A Ballard copper-plated person was prepared on the surface of an aluminum roll (JIS A5056) having a diameter of 200 mm. Ballard copper plating includes a copper plating layer/thin silver plating layer/surface copper plating layer, and the entire thickness of the plating layer is about 200 μm. The copper-plated surface was mirror-polished, and the zirconia beads "TZ-SX-17" (TOSOH) was used for the polishing surface by using a blowing device (manufactured by Fujitsu Co., Ltd.). : 20 μm), blowing at a pressure of 0.05 MPa (gauge pressure, hereinafter synonymous), and a bead usage amount of 6 g/cm ^{2 to} cause irregularities on the surface of the aluminum roll. The obtained copper-plated aluminum roll with irregularities was subjected to chrome plating to prepare a mold G. At this time, the chrome plating thickness was set to be 6 μm. An anti-glare film was produced in the same manner as in Example 1 except that the mold A was replaced with the mold G. This anti-glare film is used as the anti-glare film G.

[evaluation result]

The results of the evaluation of the above antiglare film for the above examples and comparative examples are shown in Table 1.

The anti-glare films A to C (Examples 1 to 3) satisfying the requirements of the present invention have an excellent anti-glare property regardless of the front or the tilt even if the haze is low in haze, and the whitening and glare suppressing effects are sufficient.
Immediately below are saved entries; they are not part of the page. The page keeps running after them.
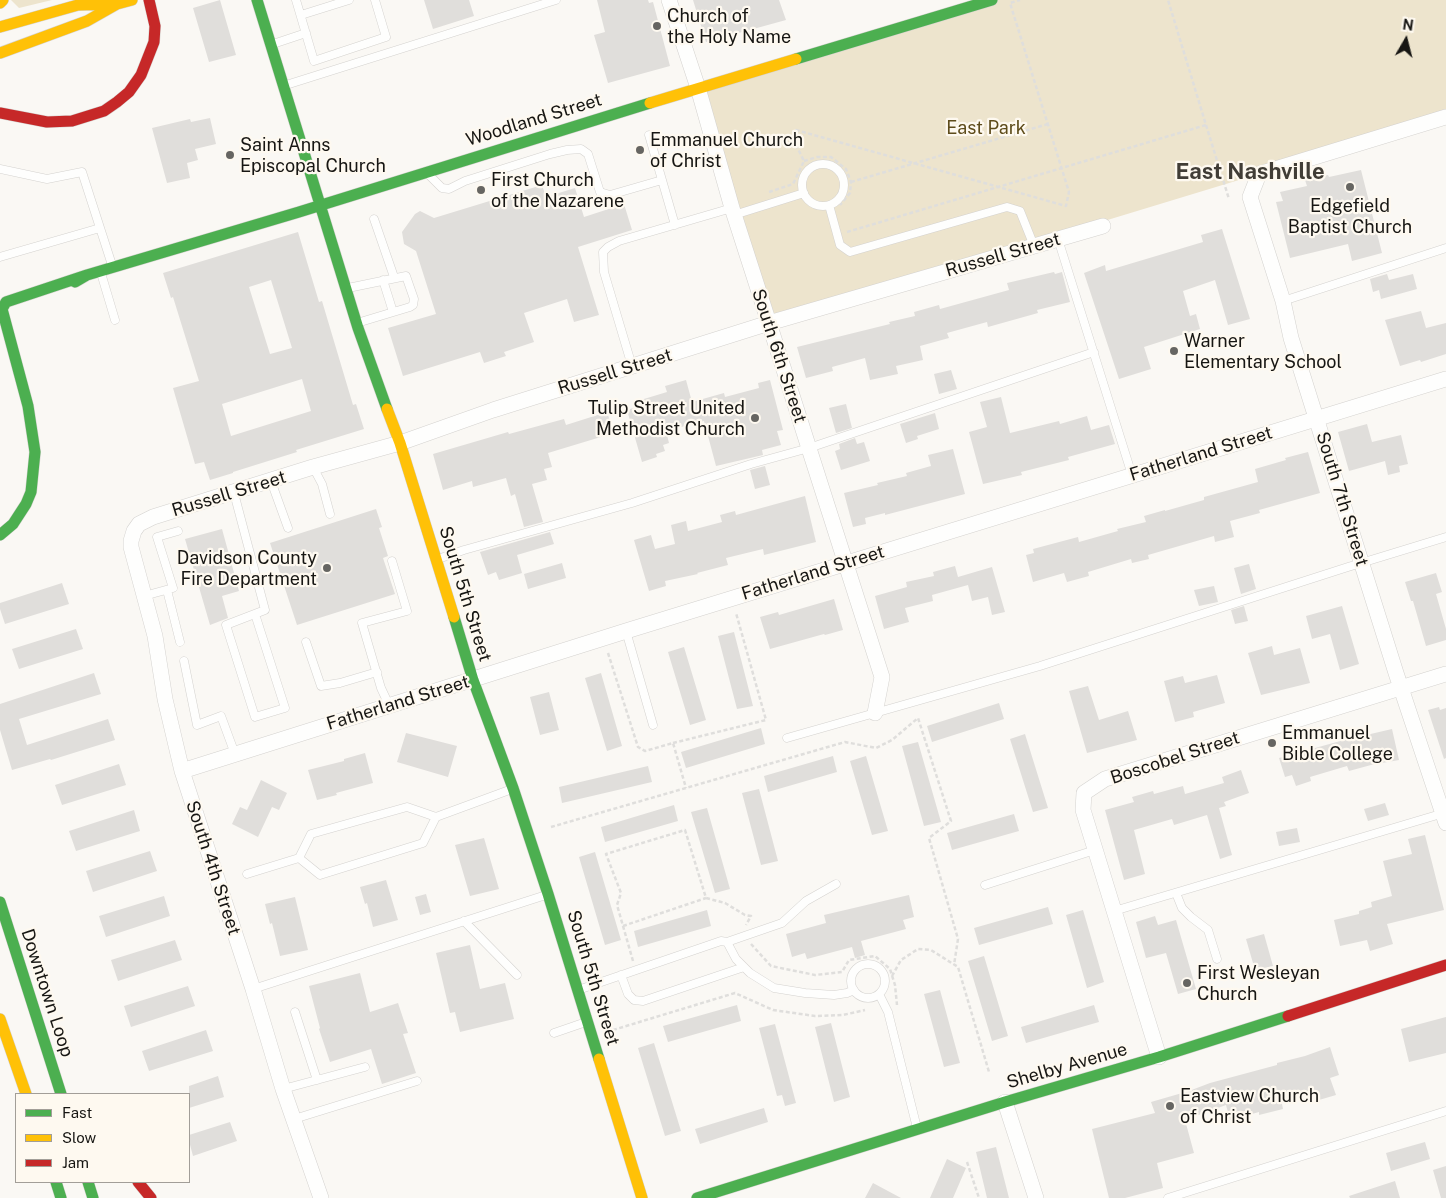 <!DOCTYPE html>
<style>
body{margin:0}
#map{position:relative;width:1446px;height:1198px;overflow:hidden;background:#faf8f4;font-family:"Public Sans",sans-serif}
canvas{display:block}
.legend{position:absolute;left:15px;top:1093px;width:175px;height:90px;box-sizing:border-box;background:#fef9f0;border:1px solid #a29e98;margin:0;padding:6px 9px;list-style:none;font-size:15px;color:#171613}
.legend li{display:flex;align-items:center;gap:10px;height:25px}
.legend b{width:25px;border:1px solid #a29e98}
.north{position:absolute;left:1381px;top:15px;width:50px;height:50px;-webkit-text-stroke:4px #fef9f0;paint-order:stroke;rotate:8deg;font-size:14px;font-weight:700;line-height:20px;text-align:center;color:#171613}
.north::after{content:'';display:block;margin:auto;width:18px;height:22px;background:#171613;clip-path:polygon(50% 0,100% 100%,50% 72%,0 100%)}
</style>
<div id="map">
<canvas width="1446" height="1198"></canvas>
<ul class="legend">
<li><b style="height:6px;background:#4caf50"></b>Fast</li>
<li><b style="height:6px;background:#ffc107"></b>Slow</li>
<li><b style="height:6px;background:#c62828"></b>Jam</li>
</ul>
<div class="north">N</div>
</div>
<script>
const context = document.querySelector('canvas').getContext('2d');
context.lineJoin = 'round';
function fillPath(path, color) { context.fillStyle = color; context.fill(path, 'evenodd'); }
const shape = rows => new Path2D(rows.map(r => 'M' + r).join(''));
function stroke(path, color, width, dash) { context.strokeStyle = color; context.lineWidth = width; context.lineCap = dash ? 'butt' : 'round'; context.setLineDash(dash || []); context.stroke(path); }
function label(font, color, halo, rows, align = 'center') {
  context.font = font + ' "Public Sans",sans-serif'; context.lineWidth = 4.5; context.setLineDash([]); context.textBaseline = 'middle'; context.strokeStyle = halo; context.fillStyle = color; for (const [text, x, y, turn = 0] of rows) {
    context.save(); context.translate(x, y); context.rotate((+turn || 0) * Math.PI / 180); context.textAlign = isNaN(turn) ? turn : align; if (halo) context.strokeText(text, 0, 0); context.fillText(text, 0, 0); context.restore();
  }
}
const green = shape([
 [11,0,52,0,19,8],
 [981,0,1446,0,1446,117,769,323,698,88]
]);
const building = shape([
 [220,0,236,55,209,62,193,8],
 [424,0,469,0,474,16,433,29],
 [597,0,648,0,649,3,653,2,670,66,608,83,594,35,605,32],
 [693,0,779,0,786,20,706,42],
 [210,118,216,144,195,149,198,160,187,163,190,178,167,183,152,128,190,119,191,122],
 [1361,170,1382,253,1352,261,1348,244,1290,258,1276,202,1283,201,1280,192,1307,186,1305,180,1328,175,1329,177],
 [542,185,546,197,575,188,584,217,624,204,632,230,578,247,599,315,574,322,567,299,524,313,534,342,504,352,506,356,484,363,480,352,403,376,388,328,436,314,416,251,404,244,402,232,415,214,420,211,434,218],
 [1222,229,1250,319,1228,325,1215,280,1183,291,1190,316,1196,314,1200,329,1144,347,1151,369,1119,379,1084,273,1105,265,1106,271,1203,242,1201,235],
 [298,232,319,302,322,301,353,405,356,404,364,429,296,450,297,452,233,472,233,473,210,480,204,462,195,464,173,388,199,381,173,297,171,298,163,273],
 [271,280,292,348,270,354,249,287],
 [302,379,311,411,231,436,222,404],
 [1054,272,1055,274,1062,272,1070,302,1037,310,1038,313,988,327,987,322,947,333,949,338,920,346,923,360,896,366,898,374,870,380,865,358,832,367,833,371,806,378,797,347,890,324,889,322,915,316,914,312,939,305,940,309,1009,290,1007,283],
 [1387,274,1389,280,1413,274,1417,289,1381,299,1379,290,1373,292,1370,279],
 [1421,311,1426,328,1446,323,1446,354,1421,362,1420,360,1400,366,1385,320],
 [951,370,957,389,939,394,934,374],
 [686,380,692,402,724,393,725,397,759,388,758,383,770,380,783,430,777,431,781,445,762,450,763,455,716,466,704,421,666,431,669,443,663,445,665,451,656,454,657,457,642,462,627,410,636,407,634,402,667,392,665,386],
 [1001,397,1010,433,1059,421,1060,424,1087,416,1091,430,1109,425,1115,444,1068,457,1069,460,1021,472,1022,475,983,484,969,432,987,427,980,402],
 [846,404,852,428,836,433,829,408],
 [607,412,614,433,548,453,552,467,544,469,547,480,532,484,543,522,524,527,515,494,511,496,506,478,473,487,472,481,443,490,433,454,491,437,508,432,509,434,564,419,566,425],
 [935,413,939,429,917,436,918,439,906,443,900,424],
 [1367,424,1372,442,1401,435,1408,464,1399,466,1400,472,1388,475,1385,461,1349,471,1338,432],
 [855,438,857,444,864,442,870,461,841,470,835,451,840,449,839,444],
 [953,449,965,494,885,515,885,513,865,518,866,524,853,527,844,493,878,485,877,483,907,476,906,473,931,466,928,455],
 [1308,452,1320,493,1259,510,1260,513,1230,521,1234,537,1215,542,1214,536,1148,555,1149,559,1132,563,1131,559,1088,572,1089,576,1067,582,1064,573,1033,582,1026,555,1034,553,1033,549,1078,537,1079,542,1118,531,1117,529,1146,522,1144,516,1165,510,1165,511,1204,500,1204,497,1258,482,1255,469,1286,460,1285,458],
 [765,466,770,485,755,489,750,470],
 [805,496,816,542,764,555,763,549,726,558,728,565,697,573,698,574,665,581,666,586,649,591,634,540,651,535,655,549,675,544,671,525,686,521,688,531,722,522,720,515,735,511,736,515],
 [376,509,382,527,379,528,388,556,383,558,395,594,297,625,270,543],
 [222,529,239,591,222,596,228,618,210,625,185,539],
 [550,532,554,544,517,555,522,573,499,580,496,572,488,575,480,552],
 [562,563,566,578,528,589,524,574],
 [1249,564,1256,589,1241,594,1234,568],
 [955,566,958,577,992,567,1005,612,992,615,988,597,972,601,968,585,932,595,933,601,905,608,909,622,884,629,875,596,907,587,906,582,934,576,933,572],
 [1436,573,1442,592,1436,594,1446,629,1446,640,1426,646,1413,601,1411,601,1405,582],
 [62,583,69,604,5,624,0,609,0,603],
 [1214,586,1218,602,1199,606,1194,590],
 [834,599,843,630,825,635,824,634,770,649,760,617,778,612,779,615],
 [1244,606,1248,621,1235,624,1231,610],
 [1342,606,1359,664,1340,670,1330,634,1312,639,1306,616],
 [76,629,83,649,19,669,12,649],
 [734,632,753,706,737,709,718,636],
 [1272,646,1274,655,1300,648,1310,683,1261,695,1248,653],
 [684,647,706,720,690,725,668,652],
 [94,673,101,694,19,719,27,745,108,719,115,740,51,760,50,759,12,770,0,730,0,704],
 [601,673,622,746,607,751,585,678],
 [1217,675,1225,703,1193,712,1194,717,1175,722,1164,681,1183,676,1185,683],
 [1088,686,1099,720,1128,711,1137,740,1087,753,1069,691],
 [549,692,559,730,540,735,530,697],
 [999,703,1004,719,932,742,927,726],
 [1439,707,1440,710,1446,708,1446,758,1444,759,1428,710],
 [761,728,765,744,686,768,681,752],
 [1392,729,1399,760,1382,763,1382,762,1349,771,1347,766,1310,777,1311,781,1296,786,1292,775,1285,777,1279,758,1362,735,1362,736],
 [406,733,457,746,448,777,397,762],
 [1025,734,1048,808,1033,812,1010,739],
 [918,742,941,822,924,826,902,746],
 [365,753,373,783,336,793,337,795,317,800,308,770,344,761,344,759],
 [833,756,837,772,768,792,764,776],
 [866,756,888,831,872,835,850,761],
 [119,764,126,785,62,805,55,785],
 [648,766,652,782,562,803,559,787],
 [1241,770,1249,793,1224,802,1226,806,1219,808,1232,855,1220,859,1207,815,1174,825,1172,819,1134,830,1145,874,1124,880,1105,810,1134,802,1132,797,1153,791,1154,794,1183,786,1185,794,1224,783,1222,777],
 [261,780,287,793,279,810,272,807,258,837,232,824,240,807,247,810],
 [759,789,778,861,761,865,742,793],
 [1385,803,1389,815,1368,821,1364,809],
 [674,805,678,821,605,842,601,827],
 [707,808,730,889,715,893,691,812],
 [134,810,140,831,76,851,69,831],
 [1014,814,1019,831,952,850,947,833],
 [1297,828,1300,842,1279,846,1276,832],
 [1425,835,1444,910,1387,924,1393,944,1370,951,1367,940,1340,946,1334,920,1359,914,1359,911,1372,907,1371,902,1392,896,1383,861,1412,854,1408,839],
 [484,838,499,889,470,896,455,845],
 [150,851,157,871,93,892,86,871],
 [595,852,621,940,605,945,579,857],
 [386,880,398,920,373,927,367,903,365,904,360,887],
 [426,894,431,912,420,915,415,897],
 [909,895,914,917,903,920,906,929,861,941,865,955,855,958,852,947,807,959,805,953,792,957,786,934,826,923,824,915],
 [164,896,170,916,106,937,99,916],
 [295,897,308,950,280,956,272,923,270,924,265,904],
 [1048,907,1053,924,979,945,974,928],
 [707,910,711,926,638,947,634,931],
 [1083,910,1104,982,1087,988,1066,915],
 [1155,916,1158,925,1176,920,1196,989,1178,994,1166,953,1146,958,1136,922],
 [1264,934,1273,966,1255,970,1246,939],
 [175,940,182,960,118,981,111,960],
 [470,945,480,989,505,983,514,1019,460,1032,455,1012,450,1013,436,953],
 [984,956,1008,1036,992,1041,968,961],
 [360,973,370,1012,398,1003,408,1033,403,1034,416,1073,382,1084,371,1049,330,1062,319,1029,320,1028,309,986],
 [188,986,195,1006,131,1027,124,1006],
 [940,990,960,1063,944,1067,924,994],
 [737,1005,741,1021,668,1042,663,1026],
 [1094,1005,1099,1022,1026,1043,1021,1027],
 [1446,1017,1446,1053,1409,1062,1401,1029],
 [831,1023,850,1097,834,1102,815,1027],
 [775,1024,796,1103,785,1106,782,1095,777,1096,759,1028],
 [206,1030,213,1051,149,1071,142,1051],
 [654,1043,681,1131,665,1136,638,1048],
 [1330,1047,1339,1075,1330,1078,1336,1095,1319,1100,1316,1090,1281,1099,1283,1109,1259,1115,1259,1112,1230,1120,1226,1105,1185,1120,1194,1153,1157,1163,1163,1188,1125,1198,1109,1198,1092,1129,1155,1113,1151,1102,1189,1091,1210,1083,1277,1065,1277,1063,1305,1056],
 [218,1076,224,1097,189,1108,189,1086],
 [764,1108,768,1122,700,1144,695,1129],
 [230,1122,237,1141,193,1156,189,1141,189,1135],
 [1425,1142,1430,1159,1391,1171,1386,1153],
 [996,1147,1009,1198,987,1198,976,1152],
 [947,1159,966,1168,953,1198,930,1198],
 [1446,1166,1446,1198,1441,1198,1433,1170],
 [1395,1181,1400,1198,1350,1198,1349,1196],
 [873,1183,901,1198,865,1198]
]);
const path = shape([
 [1206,125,1229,199],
 [804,161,817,157,831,157,846,169,851,182,850,193,840,205],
 [851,182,1048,124],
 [769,192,793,184,804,161,793,139,796,130,1066,206,1069,192,1010,3,1020,0],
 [847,232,1206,125,1168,0],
 [608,653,638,747,645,751,673,743,686,788],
 [673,743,766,720,736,613],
 [551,827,845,742,876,748,892,740,918,718,951,821,929,838,958,939,954,965],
 [623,926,706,898],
 [751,944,771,966,815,975,842,972,849,960,875,956,890,969,895,985,897,1005],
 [633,961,617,905,621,893,606,854,685,830,706,898,725,903,745,915,751,916,746,925],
 [892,976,901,960,918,949,931,950,958,967,989,1072],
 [613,1030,735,993,773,1010,815,1016,843,1015,865,1010],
 [967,1162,979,1198]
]);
const lane = shape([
 [296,0,314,61,386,37,375,0],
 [301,15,349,0],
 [273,44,306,33],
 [286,85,556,0],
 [649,135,675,225],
 '802 185a21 21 0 1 1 42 0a21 21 0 1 1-42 0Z',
 [0,169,47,179,82,172,112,265],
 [428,174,442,188,449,189,465,181,550,154,567,150,581,149,588,154,600,192,610,195,662,180],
 [829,205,840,245,850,252,1007,207,1020,211,1034,246],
 [734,215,804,193],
 [374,219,394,277],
 [1058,239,1132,475],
 [0,257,100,228],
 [101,273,115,320],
 [383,280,393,312],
 [348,288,406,276,414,299,413,305,410,307,357,323],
 [1283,301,1446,248],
 [632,366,604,272,603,252,608,247,619,241,732,208],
 [313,467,322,484,330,514],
 [271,481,288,528],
 [234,493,265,610,226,625,255,717,285,708,255,614],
 [438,559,464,550,632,503,751,464,809,448,1094,352],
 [167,590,180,642],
 [144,596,173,588,157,537,178,531],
 [626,631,653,725],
 [306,642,321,686,340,683,377,672],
 [184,661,197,725,221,716,235,754],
 [389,705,381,688,362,623,407,611,392,561],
 [787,738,1040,666,1348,567,1446,537],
 [299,858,320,875,423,843,436,817],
 [247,874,299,858,311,834,407,807,436,817,512,789],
 [985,885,1095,850],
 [1176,893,1182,908,1191,917,1208,930,1217,959],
 [1114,911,1444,813],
 [464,921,517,975],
 [727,942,782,923,806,901,836,884],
 '851 981a17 17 0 1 1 34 0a17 17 0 1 1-34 0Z',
 [621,975,628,994,634,1000,643,1001,744,967],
 [253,989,546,895],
 [578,990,721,941,727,942,736,959,750,973,774,988,805,993,834,995,847,993,854,990],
 [879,994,888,1012,917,1128],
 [295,1012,317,1080],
 [554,1033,586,1022],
 [283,1089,365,1067],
 [294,1119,417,1081],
 [1168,1198,1446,1111]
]);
const street = shape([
 [669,0,698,88,732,208,769,323,882,677,875,713],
 [1446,117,1259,174,1250,197,1283,301,1291,338,1396,673,1446,823],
 [182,771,626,631,1446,379],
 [1159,1057,1083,810,1084,793,1105,779,1446,674],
 [1005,1102,1036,1198],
 [321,1198,283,1089,253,989,182,771,165,699,155,636,131,547,131,541,134,531,139,524,153,517,313,467,400,443,493,410,769,323,1103,226]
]);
const fast = shape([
 [257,0,358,328,387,409],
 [796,59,992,0],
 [75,282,87,275,299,212,650,103],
 [0,535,13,524,26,504,31,492,35,452,28,406,2,309,6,302,87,275],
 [454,617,473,680,513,788,548,894,599,1059],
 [0,902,61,1094],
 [56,1182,61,1198],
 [88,1182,93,1198],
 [697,1198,1005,1102,1159,1057,1288,1016]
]);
const slow = shape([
 [0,3,3,0],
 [0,27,78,5,113,4],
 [0,53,87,21,117,4,132,0],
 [650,103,796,59],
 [387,409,400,443,454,617],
 [0,1019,26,1094],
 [599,1059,642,1198]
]);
const jam = shape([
 [0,113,47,122,72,121,104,111,117,102,129,92,141,75,154,42,155,26,149,0],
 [1288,1016,1446,965],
 [138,1182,151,1198]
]);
const markers = [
 [657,26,5,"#666562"],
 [640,150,5,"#666562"],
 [230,155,5,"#666562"],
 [1350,187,5,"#666562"],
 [481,190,5,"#666562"],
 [1174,351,5,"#666562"],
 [755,418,5,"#666562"],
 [327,568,5,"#666562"],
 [1272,743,5,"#666562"],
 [1187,983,5,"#666562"],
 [1170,1106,5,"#666562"]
];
const poiNames = [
 ["Church of",667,16],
 ["the Holy Name",667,37],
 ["Emmanuel Church",650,140],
 ["of Christ",650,161],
 ["Saint Anns",240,145],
 ["Episcopal Church",240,166],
 ["First Church",491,180],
 ["of the Nazarene",491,201],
 ["Edgefield",1350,206,"center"],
 ["Baptist Church",1350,227,"center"],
 ["Warner",1184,341],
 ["Elementary School",1184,362],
 ["Tulip Street United",745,408,"right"],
 ["Methodist Church",745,429,"right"],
 ["Davidson County",317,558,"right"],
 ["Fire Department",317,579,"right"],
 ["Emmanuel",1282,733],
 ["Bible College",1282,754],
 ["First Wesleyan",1197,973],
 ["Church",1197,994],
 ["Eastview Church",1180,1096],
 ["of Christ",1180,1117]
];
const streetNames = [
 ["Woodland Street",534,120,-17],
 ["Russell Street",1003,255,-16],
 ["South 6th Street",779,356,72],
 ["Russell Street",615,372,-17],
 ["Fatherland Street",1201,454,-17],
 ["Russell Street",229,494,-17],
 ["South 7th Street",1342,499,73],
 ["Fatherland Street",813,573,-17],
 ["South 5th Street",465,594,73],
 ["Fatherland Street",398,703,-17],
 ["Boscobel Street",1175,758,-18],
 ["South 4th Street",213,868,72],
 ["South 5th Street",593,978,73],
 ["Downtown Loop",47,993,72],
 ["Shelby Avenue",1067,1066,-16]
];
const parkNames = [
 ["East Park",986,128]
];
const districtNames = [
 ["East Nashville",1250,172]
];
fillPath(green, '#ede4cd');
fillPath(building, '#e0dedb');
stroke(lane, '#d4d2cf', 9);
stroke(street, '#d4d2cf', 16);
stroke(fast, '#d4d2cf', 12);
stroke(slow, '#d4d2cf', 12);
stroke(jam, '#d4d2cf', 12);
stroke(path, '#dfdedc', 2.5, [4, 2.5]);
stroke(lane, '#fefefd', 8);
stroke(street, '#fefefd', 15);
stroke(fast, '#4caf50', 11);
stroke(slow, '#ffc107', 11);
stroke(jam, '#c62828', 11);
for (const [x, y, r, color] of markers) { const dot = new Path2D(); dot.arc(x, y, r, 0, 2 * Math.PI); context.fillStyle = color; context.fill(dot); stroke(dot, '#fef9f0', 2); }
label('18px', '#171613', '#fef9f0', poiNames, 'left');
label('18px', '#171613', '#fef9f0', streetNames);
label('18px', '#5e4c1b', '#fef9f0', parkNames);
label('bold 22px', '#413d36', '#fef9f0', districtNames);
</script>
By. On the other hand, the anti-glare film D (Comparative Example 1) was whitened. The antiglare film E (Comparative Example 2) was insufficient in antiglare property when observed obliquely. The anti-glare film F (Comparative Example 3) is susceptible to glare. The anti-glare film G (Comparative Example 4) had insufficient anti-glare property when observed obliquely.

(industrial availability)

The anti-glare film of the present invention can be used for an image display device such as a liquid crystal display.

1‧‧‧Anti-glare film

2‧‧‧Small bumps

5‧‧‧Main normal direction

101‧‧‧ Transparent support

102‧‧‧Anti-glare layer

103‧‧‧Virtual plane

Claims (2)

An anti-glare film comprising a transparent support and an anti-glare layer having a fine surface concavo-convex shape formed thereon, wherein the anti-glare film has a full haze of 0.1% or more and 3% or less, and the surface haze system is 0.1% or more and 2% or less, the surface unevenness is such that the kurtosis Rku of the roughness curve is 4.9 or less, and the power spectrum of the elevation satisfies the following conditions (1) to (3): (1) The spatial frequency is 0.01 μm. ^-1 intensity I (0.01) is 2 μm ⁴ or more and 10 μm ⁴ or less; (2) spatial frequency 0.02 μm ^-1 intensity I (0.02) is 0.1 μm ⁴ or more and 1.5 μm ⁴ or less; and (3) space the frequency of 0.1μm ^-1 intensity I (0.1) based 0.0001μm ⁴ or more and 0.01μm ⁴ or less. The anti-glare film according to claim 1, wherein the penetration clarity measured by using five kinds of optical combs having a width of 0.125 mm, 0.25 mm, 0.5 mm, 1.0 mm, and 2.0 mm in the dark portion and the bright portion is used. And the Tc is more than 375%, and the sum of the reflection resolutions measured by the light incident angle of 45° is used for the four types of optical combs having the width of the dark portion and the bright portion of 0.25 mm, 0.5 mm, 1.0 mm, and 2.0 mm. The system is 180% or less, and the sum of the reflection resolutions measured by the four kinds of optical combs of the dark portion and the bright portion having the widths of 0.25 mm, 0.5 mm, 1.0 mm, and 2.0 mm and the light incident angle of 60° is Rc (60). 240% or less.